* Directions
Because the lines must stay identical, write out the data without changing anything.
Given data section start
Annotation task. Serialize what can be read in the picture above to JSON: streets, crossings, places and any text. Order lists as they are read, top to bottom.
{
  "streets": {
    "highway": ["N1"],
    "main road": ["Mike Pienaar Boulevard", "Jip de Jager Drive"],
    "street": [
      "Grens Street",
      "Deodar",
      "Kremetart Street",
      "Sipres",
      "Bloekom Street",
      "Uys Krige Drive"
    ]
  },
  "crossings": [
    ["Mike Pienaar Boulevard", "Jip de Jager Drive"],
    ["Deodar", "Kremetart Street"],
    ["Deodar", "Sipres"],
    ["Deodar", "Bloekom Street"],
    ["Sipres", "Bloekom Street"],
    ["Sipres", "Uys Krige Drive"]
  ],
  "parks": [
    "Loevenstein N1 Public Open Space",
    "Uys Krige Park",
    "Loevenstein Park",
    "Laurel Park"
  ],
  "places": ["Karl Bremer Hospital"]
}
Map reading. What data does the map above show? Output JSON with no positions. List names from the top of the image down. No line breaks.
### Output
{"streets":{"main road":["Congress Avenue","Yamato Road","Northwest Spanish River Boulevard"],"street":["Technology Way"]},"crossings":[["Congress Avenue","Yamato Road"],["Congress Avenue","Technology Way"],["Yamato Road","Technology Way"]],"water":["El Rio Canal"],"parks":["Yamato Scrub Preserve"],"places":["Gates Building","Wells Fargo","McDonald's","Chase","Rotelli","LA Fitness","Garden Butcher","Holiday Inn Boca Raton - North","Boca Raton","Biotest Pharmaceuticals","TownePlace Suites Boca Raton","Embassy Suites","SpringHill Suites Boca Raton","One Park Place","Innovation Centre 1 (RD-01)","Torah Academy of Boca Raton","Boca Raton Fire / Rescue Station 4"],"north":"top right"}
Given data section end
* Solution below
Annotation task. Serialize what can be read in the picture above to JSON: streets, crossings, places and any text. Order lists as they are read, top to bottom.
{
  "streets": {
    "highway": ["N1"],
    "main road": ["Mike Pienaar Boulevard", "Jip de Jager Drive"],
    "street": [
      "Grens Street",
      "Deodar",
      "Kremetart Street",
      "Sipres",
      "Bloekom Street",
      "Uys Krige Drive"
    ]
  },
  "crossings": [
    ["Mike Pienaar Boulevard", "Jip de Jager Drive"],
    ["Deodar", "Kremetart Street"],
    ["Deodar", "Sipres"],
    ["Deodar", "Bloekom Street"],
    ["Sipres", "Bloekom Street"],
    ["Sipres", "Uys Krige Drive"]
  ],
  "parks": [
    "Loevenstein N1 Public Open Space",
    "Uys Krige Park",
    "Loevenstein Park",
    "Laurel Park"
  ],
  "places": ["Karl Bremer Hospital"]
}
Map reading. What data does the map above show? Output JSON with no positions. List names from the top of the image down. No line breaks.
### Output
{"streets":{"main road":["Congress Avenue","Yamato Road","Northwest Spanish River Boulevard"],"street":["Technology Way"]},"crossings":[["Congress Avenue","Yamato Road"],["Congress Avenue","Technology Way"],["Yamato Road","Technology Way"]],"water":["El Rio Canal"],"parks":["Yamato Scrub Preserve"],"places":["Gates Building","Wells Fargo","McDonald's","Chase","Rotelli","LA Fitness","Garden Butcher","Holiday Inn Boca Raton - North","Boca Raton","Biotest Pharmaceuticals","TownePlace Suites Boca Raton","Embassy Suites","SpringHill Suites Boca Raton","One Park Place","Innovation Centre 1 (RD-01)","Torah Academy of Boca Raton","Boca Raton Fire / Rescue Station 4"],"north":"top right"}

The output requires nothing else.